The following example shows how to obtain the VA display from the X Window System:

1Display   *x11_display;
2VADisplay va_display;
3
4x11_display = XOpenDisplay(current_display);
5va_display  = vaGetDisplay(x11_display);
6
7MFXVideoCORE_SetHandle(session, MFX_HANDLE_VA_DISPLAY, (mfxHDL) va_display);

The following example shows how to obtain the VA display from the Direct Rendering Manager:

1int card;
2VADisplay va_display;
3
4card = open("/dev/dri/card0", O_RDWR); /* primary card */
5va_display = vaGetDisplayDRM(card);
6vaInitialize(va_display, &major_version, &minor_version);
7
8MFXVideoCORE_SetHandle(session, MFX_HANDLE_VA_DISPLAY, (mfxHDL) va_display);

When the oneVPL decoder creates a hardware acceleration device, it must allocate the list of video memory surfaces for I/O access, also known as the surface chain, and pass the surface chain as part of the device creation command.
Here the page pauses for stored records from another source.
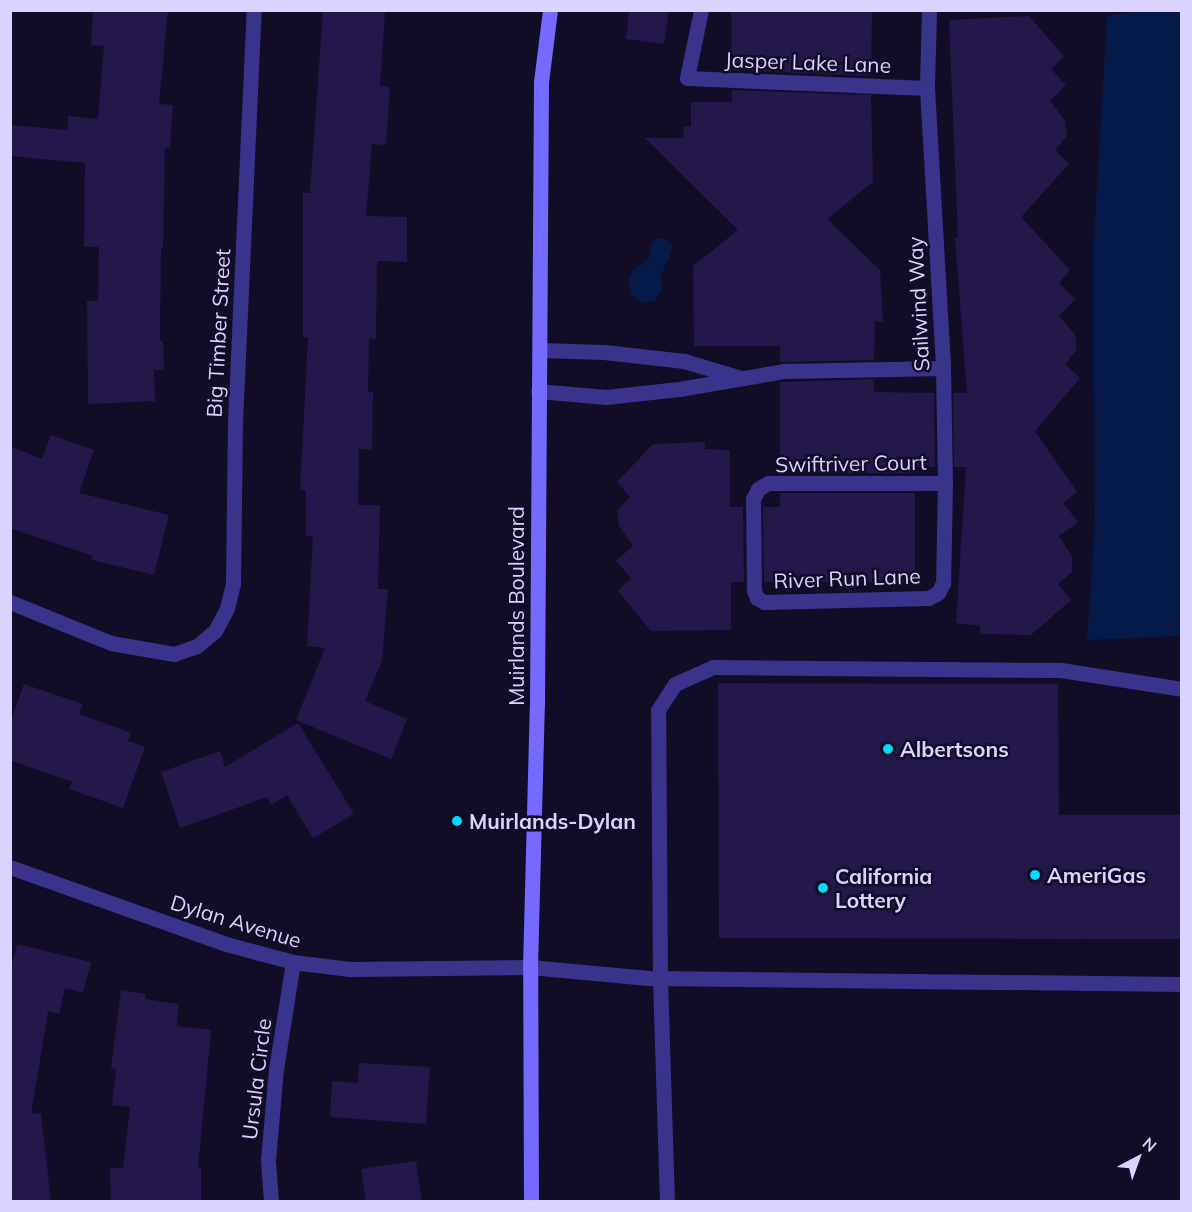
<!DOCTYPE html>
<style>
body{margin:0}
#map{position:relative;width:1192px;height:1212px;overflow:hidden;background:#120d27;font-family:Mulish,sans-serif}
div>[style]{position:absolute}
.water>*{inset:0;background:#051a48}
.building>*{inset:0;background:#24174a}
.service>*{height:15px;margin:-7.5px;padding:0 7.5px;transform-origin:7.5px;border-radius:7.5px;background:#3a338b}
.minor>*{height:15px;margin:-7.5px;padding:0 7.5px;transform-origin:7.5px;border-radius:7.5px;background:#3a338b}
.secondary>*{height:15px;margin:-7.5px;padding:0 7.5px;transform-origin:7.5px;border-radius:7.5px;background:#756aff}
.dots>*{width:16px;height:16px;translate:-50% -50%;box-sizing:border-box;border:3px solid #120d27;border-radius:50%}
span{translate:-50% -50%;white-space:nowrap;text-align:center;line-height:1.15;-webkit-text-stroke:5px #120d27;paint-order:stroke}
.street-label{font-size:21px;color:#dad3ff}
.poi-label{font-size:21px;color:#dad3ff;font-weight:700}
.left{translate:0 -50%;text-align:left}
.frame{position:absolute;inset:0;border:12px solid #dad3ff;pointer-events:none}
.north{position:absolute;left:1108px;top:1128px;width:60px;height:60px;-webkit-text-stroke:4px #120d27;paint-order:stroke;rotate:41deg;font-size:16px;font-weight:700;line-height:24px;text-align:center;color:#dad3ff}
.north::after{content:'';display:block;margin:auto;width:21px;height:27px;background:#dad3ff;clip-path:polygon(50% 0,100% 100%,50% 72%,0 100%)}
</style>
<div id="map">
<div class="water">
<i style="clip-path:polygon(1137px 11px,1181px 11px,1181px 636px,1087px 640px,1095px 520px,1093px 254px,1107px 16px)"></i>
<i style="clip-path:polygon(663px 238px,672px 245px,672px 250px,661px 276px,662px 287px,655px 301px,643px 303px,631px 295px,628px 282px,633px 271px,649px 258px,652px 243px,657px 239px)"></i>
</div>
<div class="building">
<i style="clip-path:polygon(93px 10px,168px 10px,159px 104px,173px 105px,170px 148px,165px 147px,163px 248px,161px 248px,160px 341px,163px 341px,164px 370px,154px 370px,155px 401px,88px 404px,87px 301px,98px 301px,99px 247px,84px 247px,85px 163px,10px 156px,10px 125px,68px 130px,68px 116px,98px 119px,104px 46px,91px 45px)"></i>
<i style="clip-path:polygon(323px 10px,385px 10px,380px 86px,390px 87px,386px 145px,372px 144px,366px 216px,407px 217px,407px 262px,377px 261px,376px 339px,369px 338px,368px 392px,373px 392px,372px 450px,359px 449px,358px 505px,380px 505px,378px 589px,388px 589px,382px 661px,365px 701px,407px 719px,391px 759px,296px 720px,325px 648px,307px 646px,313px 536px,306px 536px,306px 490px,300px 490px,308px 337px,303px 337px,303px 193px,310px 193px)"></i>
<i style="clip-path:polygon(629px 10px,669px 10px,664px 44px,626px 39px)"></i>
<i style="clip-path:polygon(731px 10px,872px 10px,871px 76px,732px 70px)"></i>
<i style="clip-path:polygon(1029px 16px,1064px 56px,1051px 69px,1066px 85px,1050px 101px,1065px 121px,1067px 136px,1055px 150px,1069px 164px,1021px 217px,1070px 270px,1059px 283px,1075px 299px,1059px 316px,1075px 334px,1077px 349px,1065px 364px,1080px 378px,1035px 431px,1077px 492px,1063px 503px,1078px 522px,1059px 536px,1072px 556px,1072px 572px,1058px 584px,1071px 600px,1031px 635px,980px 634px,980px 626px,956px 623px,966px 467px,954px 467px,953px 393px,967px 393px,955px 238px,958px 238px,949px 20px)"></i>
<i style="clip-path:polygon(732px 90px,871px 95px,873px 182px,827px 219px,880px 270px,883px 322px,875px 321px,874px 360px,780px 362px,780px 346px,694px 346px,693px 266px,738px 230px,645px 138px,684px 138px,683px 126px,691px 127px,691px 102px,732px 102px)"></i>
<i style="clip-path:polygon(874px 379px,874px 392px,934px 393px,935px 467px,915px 467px,915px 473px,780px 473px,780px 382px)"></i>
<i style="clip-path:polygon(51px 435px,94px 450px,79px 493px,169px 515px,154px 575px,92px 560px,93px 556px,10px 528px,10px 446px,42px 459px)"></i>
<i style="clip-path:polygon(705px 442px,705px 449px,730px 450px,730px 507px,743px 507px,744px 582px,731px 582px,731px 630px,651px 631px,618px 591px,631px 578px,616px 561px,633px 546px,619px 526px,617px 511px,630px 497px,617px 482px,653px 444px)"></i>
<i style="clip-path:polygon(780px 493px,915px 493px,915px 582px,764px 582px,763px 507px,780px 507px)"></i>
<i style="clip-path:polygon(718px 683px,1058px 684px,1059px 815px,1182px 815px,1182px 939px,719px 938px)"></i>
<i style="clip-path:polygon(24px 684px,83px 704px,79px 714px,131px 733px,128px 741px,145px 747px,123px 808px,69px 789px,72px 782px,10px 760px,10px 723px)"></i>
<i style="clip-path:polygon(298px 723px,354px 814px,313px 838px,287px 795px,271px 805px,267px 797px,180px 828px,161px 772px,220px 751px,225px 767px)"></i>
<i style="clip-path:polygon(17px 944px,91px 962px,83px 993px,65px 988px,59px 1014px,48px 1011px,31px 1114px,41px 1113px,51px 1202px,10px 1202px,10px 972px)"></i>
<i style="clip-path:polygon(121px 990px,146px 994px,145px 999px,179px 1004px,177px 1026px,211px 1030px,198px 1168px,201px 1168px,201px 1202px,111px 1202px,110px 1168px,123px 1168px,130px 1107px,112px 1105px,116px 1069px,111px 1068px)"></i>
<i style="clip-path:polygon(359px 1063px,430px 1067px,426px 1124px,330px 1117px,332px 1081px,358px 1083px)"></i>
<i style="clip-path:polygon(416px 1161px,422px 1202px,366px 1202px,361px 1169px)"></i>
</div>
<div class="service">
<i style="left:530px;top:967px;width:119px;rotate:5.3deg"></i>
<i style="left:648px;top:978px;width:534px;rotate:0.64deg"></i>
<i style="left:667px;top:1202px;width:224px;rotate:-91.8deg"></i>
<i style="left:660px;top:978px;width:268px;rotate:-90.4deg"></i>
<i style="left:658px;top:710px;width:31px;rotate:-57deg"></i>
<i style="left:675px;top:684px;width:42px;rotate:-24.1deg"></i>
<i style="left:713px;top:667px;width:348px;rotate:0.5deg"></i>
<i style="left:1061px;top:670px;width:122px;rotate:8.9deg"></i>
</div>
<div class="minor">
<i style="left:701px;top:10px;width:69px;rotate:101.6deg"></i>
<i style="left:687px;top:78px;width:240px;rotate:2.4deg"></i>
<i style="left:929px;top:10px;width:78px;rotate:91.5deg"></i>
<i style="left:927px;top:88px;width:280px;rotate:86.7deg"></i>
<i style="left:943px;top:368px;width:115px;rotate:89deg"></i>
<i style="left:945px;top:483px;width:100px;rotate:91.1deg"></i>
<i style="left:943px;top:583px;width:11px;rotate:117deg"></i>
<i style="left:938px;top:593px;width:11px;rotate:153deg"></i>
<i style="left:928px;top:598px;width:164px;rotate:178.6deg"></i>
<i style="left:764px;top:602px;width:8px;rotate:-150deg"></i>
<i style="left:757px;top:598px;width:9px;rotate:-111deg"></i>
<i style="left:754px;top:590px;width:91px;rotate:-90.6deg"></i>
<i style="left:753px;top:499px;width:11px;rotate:-63deg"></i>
<i style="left:758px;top:489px;width:12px;rotate:-31deg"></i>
<i style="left:768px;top:483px;width:177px"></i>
<i style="left:540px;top:350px;width:64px;rotate:1.8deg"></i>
<i style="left:604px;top:352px;width:81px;rotate:6.4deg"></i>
<i style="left:684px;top:361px;width:56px;rotate:16.5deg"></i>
<i style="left:538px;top:391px;width:68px;rotate:5deg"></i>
<i style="left:606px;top:397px;width:73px;rotate:-6.3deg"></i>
<i style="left:679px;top:389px;width:107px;rotate:-9.7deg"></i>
<i style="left:784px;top:371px;width:159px;rotate:-1.1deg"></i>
<i style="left:10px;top:602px;width:109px;rotate:22.1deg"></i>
<i style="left:111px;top:643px;width:64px;rotate:9.9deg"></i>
<i style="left:174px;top:654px;width:24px;rotate:-19deg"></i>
<i style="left:197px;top:646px;width:23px;rotate:-40deg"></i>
<i style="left:215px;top:631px;width:26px;rotate:-62deg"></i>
<i style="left:227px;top:608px;width:25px;rotate:-76deg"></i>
<i style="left:233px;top:584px;width:162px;rotate:-89.3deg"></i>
<i style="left:235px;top:422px;width:412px;rotate:-87.4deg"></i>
<i style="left:10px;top:867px;width:229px;rotate:19.6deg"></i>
<i style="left:226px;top:944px;width:69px;rotate:15deg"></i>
<i style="left:293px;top:962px;width:57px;rotate:7deg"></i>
<i style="left:350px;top:969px;width:180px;rotate:-0.6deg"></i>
<i style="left:271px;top:1202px;width:42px;rotate:-94.1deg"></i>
<i style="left:268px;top:1160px;width:91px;rotate:-85deg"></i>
<i style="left:276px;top:1069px;width:108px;rotate:-81deg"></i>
</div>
<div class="secondary">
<i style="left:531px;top:1202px;width:235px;rotate:-90.2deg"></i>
<i style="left:530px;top:967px;width:263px;rotate:-88.5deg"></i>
<i style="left:537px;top:704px;width:622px;rotate:-89.63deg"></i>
<i style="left:541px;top:82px;width:73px;rotate:-82.9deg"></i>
</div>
<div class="dots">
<i style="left:888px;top:749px;background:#00d8fe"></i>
<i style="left:457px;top:821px;background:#00d8fe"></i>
<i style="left:1035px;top:875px;background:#00d8fe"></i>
<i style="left:823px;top:888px;background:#00d8fe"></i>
</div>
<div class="street-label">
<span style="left:808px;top:62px;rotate:2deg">Jasper Lake Lane</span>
<span style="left:918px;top:304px;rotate:-93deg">Sailwind Way</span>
<span style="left:218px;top:333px;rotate:-87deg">Big Timber Street</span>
<span style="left:851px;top:463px;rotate:-1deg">Swiftriver Court</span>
<span style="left:847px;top:578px;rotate:-2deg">River Run Lane</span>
<span style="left:516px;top:606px;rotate:-90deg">Muirlands Boulevard</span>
<span style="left:236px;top:921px;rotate:17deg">Dylan Avenue</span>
<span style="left:256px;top:1079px;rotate:-83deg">Ursula Circle</span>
</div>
<div class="poi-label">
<span class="left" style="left:900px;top:749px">Albertsons</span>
<span class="left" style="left:469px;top:821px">Muirlands-Dylan</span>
<span class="left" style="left:1047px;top:875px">AmeriGas</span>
<span class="left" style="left:835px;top:888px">California<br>Lottery</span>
</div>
<div class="frame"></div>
<div class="north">N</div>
</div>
The application passes the surface chain to the oneVPL component Init function through a oneVPL external allocator callback. See the Memory Allocation and External Allocators section for details. Starting from oneVPL API version 2.0, oneVPL creates its own surface chain if an external allocator is not set. See the :ref`New Model to work with Hardware Acceleration <hw-acceleration>` section for details.

Note

The VA API does not define any surface types and the application can use either MFX_MEMTYPE_VIDEO_MEMORY_DECODER_TARGET or MFX_MEMTYPE_VIDEO_MEMORY_PROCESSOR_TARGET to indicate data in video memory.